What is required: Across the entries below, how many lines include the word "function"? Reply with only the number.

Dataset entries:
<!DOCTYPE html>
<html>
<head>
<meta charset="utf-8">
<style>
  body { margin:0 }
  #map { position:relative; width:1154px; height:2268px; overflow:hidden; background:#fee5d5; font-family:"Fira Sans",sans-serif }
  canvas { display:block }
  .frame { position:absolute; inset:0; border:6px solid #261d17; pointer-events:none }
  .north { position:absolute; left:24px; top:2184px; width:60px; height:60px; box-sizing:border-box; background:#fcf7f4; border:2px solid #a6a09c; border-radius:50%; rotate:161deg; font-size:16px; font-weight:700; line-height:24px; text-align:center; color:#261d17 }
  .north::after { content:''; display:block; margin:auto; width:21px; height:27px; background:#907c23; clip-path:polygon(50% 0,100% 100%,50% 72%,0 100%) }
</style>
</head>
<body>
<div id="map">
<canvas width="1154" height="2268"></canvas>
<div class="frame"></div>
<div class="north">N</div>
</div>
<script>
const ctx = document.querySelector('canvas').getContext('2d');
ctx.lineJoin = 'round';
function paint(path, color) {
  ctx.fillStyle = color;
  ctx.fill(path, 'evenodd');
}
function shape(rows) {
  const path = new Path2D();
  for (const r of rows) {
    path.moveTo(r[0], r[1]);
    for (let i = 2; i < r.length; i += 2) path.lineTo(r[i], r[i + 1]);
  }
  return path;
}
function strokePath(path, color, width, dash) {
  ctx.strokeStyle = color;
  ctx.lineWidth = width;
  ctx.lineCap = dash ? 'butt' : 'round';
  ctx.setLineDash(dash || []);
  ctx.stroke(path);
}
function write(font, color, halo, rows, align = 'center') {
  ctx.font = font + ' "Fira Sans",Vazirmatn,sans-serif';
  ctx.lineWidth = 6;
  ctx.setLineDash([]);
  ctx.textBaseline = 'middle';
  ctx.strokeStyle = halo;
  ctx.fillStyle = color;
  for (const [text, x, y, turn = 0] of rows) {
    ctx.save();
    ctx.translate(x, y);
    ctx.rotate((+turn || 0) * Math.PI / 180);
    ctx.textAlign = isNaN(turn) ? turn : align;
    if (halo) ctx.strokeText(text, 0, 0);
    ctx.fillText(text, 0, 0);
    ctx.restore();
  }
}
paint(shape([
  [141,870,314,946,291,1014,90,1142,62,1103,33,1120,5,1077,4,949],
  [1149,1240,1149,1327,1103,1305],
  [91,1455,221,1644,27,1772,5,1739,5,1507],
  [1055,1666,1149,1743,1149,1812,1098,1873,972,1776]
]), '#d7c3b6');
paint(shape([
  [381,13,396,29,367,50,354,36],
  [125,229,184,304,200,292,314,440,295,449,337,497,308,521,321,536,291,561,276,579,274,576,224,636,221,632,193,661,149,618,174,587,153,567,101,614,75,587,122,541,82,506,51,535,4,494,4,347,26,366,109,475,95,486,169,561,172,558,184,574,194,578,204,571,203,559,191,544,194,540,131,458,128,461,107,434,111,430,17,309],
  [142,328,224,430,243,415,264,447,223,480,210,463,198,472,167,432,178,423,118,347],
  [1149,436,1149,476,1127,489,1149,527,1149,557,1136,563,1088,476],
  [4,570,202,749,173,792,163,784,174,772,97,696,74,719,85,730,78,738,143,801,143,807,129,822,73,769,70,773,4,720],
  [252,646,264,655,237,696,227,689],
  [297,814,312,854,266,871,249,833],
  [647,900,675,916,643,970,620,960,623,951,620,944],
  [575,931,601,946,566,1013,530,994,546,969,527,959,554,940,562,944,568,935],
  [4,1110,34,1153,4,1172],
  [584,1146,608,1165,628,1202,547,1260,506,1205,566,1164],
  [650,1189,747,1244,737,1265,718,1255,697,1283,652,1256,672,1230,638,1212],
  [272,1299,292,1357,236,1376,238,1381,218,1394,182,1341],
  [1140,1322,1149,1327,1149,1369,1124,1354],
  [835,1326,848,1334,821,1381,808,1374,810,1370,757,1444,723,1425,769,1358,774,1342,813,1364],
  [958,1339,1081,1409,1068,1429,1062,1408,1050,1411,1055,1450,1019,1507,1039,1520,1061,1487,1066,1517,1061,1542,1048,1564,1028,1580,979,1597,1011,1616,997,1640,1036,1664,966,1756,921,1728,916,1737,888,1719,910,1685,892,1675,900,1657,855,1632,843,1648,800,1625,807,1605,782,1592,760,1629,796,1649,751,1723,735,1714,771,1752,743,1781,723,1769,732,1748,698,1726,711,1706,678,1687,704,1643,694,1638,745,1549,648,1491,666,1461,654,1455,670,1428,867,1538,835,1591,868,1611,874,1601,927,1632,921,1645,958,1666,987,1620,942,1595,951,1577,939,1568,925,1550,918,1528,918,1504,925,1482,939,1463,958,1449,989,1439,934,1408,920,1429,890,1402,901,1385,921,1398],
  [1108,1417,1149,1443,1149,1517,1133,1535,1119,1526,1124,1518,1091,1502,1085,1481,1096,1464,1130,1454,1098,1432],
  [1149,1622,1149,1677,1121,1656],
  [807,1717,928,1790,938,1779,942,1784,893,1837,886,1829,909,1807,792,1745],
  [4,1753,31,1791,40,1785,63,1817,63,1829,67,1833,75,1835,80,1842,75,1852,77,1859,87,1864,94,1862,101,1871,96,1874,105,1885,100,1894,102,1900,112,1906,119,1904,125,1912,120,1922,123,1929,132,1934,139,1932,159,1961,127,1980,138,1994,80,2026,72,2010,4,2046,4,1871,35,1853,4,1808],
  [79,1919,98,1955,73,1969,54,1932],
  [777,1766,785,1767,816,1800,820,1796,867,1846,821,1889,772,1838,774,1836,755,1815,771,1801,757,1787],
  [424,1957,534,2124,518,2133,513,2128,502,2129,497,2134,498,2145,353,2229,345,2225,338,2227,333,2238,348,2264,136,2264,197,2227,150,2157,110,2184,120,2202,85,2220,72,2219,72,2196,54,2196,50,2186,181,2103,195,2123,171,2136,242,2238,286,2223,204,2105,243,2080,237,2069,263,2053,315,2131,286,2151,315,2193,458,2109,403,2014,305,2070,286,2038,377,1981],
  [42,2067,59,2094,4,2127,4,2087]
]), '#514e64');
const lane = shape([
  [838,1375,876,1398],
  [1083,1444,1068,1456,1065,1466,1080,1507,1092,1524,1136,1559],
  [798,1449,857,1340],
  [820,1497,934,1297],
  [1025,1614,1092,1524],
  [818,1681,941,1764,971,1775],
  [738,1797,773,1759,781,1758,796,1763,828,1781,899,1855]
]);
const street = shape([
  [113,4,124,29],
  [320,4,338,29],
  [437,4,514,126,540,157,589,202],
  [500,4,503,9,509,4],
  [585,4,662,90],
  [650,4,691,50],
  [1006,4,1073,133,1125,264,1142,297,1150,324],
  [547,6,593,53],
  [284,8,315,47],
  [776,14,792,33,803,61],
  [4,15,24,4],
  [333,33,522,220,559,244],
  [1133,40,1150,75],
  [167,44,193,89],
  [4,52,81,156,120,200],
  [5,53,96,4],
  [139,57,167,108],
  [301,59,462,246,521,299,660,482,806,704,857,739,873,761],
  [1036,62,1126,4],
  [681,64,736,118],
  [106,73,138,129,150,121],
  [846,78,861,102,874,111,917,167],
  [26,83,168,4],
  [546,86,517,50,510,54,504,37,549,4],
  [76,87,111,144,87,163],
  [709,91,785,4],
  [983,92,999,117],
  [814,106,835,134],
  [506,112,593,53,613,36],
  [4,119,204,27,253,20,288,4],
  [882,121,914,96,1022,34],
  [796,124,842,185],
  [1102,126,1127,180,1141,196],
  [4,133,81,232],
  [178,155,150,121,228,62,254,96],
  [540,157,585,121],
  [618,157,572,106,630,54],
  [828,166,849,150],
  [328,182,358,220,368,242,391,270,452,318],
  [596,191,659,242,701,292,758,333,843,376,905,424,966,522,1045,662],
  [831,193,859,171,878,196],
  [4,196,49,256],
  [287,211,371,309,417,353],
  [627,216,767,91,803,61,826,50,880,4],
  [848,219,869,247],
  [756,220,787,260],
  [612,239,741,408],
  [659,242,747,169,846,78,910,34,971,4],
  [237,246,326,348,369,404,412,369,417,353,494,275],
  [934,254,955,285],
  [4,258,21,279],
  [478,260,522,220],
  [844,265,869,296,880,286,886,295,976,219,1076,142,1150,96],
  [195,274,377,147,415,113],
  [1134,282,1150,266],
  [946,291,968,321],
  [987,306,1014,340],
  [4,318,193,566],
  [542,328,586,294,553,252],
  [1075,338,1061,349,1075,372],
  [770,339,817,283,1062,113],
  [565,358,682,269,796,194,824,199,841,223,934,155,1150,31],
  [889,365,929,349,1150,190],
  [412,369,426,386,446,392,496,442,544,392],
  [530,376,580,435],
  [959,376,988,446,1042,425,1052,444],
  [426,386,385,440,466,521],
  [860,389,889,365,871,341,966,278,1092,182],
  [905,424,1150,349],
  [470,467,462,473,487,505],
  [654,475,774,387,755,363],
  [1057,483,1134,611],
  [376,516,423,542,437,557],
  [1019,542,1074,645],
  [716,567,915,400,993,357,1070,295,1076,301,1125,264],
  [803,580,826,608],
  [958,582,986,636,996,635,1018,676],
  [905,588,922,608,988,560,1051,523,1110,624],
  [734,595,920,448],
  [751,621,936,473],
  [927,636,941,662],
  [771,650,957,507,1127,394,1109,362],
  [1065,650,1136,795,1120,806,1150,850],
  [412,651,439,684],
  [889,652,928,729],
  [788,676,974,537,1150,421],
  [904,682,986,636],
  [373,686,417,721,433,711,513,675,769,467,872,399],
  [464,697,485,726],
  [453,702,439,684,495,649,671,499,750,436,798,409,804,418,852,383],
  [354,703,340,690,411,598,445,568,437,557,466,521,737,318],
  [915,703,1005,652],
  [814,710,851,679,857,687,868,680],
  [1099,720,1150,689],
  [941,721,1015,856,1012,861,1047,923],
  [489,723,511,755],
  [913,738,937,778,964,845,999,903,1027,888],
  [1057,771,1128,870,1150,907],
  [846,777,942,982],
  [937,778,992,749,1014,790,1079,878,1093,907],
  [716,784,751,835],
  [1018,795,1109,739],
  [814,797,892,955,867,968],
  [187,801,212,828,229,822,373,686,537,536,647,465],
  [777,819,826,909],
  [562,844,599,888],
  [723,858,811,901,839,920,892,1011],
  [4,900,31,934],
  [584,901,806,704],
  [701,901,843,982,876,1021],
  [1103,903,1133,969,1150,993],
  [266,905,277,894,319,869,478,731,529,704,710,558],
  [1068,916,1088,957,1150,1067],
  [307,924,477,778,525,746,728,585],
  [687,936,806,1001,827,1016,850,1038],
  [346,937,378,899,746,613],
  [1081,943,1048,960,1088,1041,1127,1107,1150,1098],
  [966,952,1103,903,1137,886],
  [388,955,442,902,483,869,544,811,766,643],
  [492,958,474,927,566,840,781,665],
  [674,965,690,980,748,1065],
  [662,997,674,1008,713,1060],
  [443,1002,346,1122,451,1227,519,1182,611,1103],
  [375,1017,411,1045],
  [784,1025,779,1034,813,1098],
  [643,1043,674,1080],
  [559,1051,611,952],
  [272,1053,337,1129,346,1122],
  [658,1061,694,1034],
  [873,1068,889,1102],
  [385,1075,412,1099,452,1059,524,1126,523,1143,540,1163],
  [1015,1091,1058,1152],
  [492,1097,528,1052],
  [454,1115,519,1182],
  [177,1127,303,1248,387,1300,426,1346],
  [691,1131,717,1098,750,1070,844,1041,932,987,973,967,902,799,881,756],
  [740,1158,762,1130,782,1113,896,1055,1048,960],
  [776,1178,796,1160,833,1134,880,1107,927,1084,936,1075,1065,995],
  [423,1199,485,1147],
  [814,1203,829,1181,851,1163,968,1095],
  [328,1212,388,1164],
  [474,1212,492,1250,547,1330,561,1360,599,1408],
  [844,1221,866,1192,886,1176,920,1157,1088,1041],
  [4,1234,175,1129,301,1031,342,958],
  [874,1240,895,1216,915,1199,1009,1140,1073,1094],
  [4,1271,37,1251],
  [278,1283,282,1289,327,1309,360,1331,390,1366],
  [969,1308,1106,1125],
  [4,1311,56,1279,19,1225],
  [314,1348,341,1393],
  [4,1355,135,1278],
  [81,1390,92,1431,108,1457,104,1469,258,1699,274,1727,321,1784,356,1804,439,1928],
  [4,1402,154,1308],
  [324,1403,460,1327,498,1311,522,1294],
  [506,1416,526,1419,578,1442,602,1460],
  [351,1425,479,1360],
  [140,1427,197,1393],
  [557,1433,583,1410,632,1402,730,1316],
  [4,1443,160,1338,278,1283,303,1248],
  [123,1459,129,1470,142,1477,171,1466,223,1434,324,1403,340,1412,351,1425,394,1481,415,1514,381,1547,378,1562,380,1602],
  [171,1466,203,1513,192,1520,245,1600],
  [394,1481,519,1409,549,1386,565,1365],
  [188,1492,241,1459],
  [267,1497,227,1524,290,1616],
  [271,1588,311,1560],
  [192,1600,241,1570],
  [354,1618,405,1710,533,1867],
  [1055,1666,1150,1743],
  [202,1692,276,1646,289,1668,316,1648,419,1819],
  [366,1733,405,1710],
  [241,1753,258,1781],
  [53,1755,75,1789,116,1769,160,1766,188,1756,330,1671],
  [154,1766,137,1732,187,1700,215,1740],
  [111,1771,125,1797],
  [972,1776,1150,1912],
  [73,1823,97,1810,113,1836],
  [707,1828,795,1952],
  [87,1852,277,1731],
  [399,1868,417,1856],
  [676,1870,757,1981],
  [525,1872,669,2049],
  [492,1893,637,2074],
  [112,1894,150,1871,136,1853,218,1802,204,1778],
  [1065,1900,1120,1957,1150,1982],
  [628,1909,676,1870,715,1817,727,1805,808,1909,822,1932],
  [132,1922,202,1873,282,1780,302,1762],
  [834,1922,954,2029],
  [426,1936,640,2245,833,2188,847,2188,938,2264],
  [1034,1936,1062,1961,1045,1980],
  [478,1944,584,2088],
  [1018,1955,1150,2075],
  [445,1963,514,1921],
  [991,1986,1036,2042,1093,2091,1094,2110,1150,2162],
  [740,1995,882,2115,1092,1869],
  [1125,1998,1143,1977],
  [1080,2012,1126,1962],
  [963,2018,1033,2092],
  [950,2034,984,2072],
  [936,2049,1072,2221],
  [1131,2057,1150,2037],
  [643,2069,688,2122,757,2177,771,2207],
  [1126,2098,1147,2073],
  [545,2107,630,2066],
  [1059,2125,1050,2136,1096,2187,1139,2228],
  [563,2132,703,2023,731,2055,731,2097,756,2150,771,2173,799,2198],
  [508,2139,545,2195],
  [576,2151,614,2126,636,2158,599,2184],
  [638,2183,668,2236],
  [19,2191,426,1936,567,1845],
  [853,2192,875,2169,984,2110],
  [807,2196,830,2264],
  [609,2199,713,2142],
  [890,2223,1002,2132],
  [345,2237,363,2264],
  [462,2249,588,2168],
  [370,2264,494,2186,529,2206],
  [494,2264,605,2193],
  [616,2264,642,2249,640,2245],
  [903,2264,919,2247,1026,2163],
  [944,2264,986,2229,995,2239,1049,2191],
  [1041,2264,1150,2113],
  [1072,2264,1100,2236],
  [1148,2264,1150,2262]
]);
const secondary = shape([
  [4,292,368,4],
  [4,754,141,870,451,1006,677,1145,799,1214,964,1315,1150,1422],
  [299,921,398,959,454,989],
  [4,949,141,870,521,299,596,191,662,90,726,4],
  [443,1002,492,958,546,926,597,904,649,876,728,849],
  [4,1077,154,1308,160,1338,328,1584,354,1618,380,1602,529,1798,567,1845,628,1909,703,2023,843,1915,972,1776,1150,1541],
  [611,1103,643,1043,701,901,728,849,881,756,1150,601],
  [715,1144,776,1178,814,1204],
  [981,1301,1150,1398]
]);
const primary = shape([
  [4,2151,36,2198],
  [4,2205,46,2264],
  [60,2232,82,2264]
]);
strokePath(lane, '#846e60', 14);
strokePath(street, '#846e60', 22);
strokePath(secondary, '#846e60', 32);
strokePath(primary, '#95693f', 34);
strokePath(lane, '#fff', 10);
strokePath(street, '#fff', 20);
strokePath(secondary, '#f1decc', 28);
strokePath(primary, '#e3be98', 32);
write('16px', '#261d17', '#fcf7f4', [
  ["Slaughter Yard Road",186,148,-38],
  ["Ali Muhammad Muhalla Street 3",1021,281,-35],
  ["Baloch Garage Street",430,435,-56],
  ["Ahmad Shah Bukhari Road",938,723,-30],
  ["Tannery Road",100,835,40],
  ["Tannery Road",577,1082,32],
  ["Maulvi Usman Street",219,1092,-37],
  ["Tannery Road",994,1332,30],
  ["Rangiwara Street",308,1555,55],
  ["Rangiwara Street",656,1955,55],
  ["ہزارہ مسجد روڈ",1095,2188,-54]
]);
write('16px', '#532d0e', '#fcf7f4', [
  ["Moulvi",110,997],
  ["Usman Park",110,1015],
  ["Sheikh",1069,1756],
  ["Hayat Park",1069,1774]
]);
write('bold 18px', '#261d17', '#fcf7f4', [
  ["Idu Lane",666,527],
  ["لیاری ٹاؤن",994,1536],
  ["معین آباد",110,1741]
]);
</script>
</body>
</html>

Expected answer: 4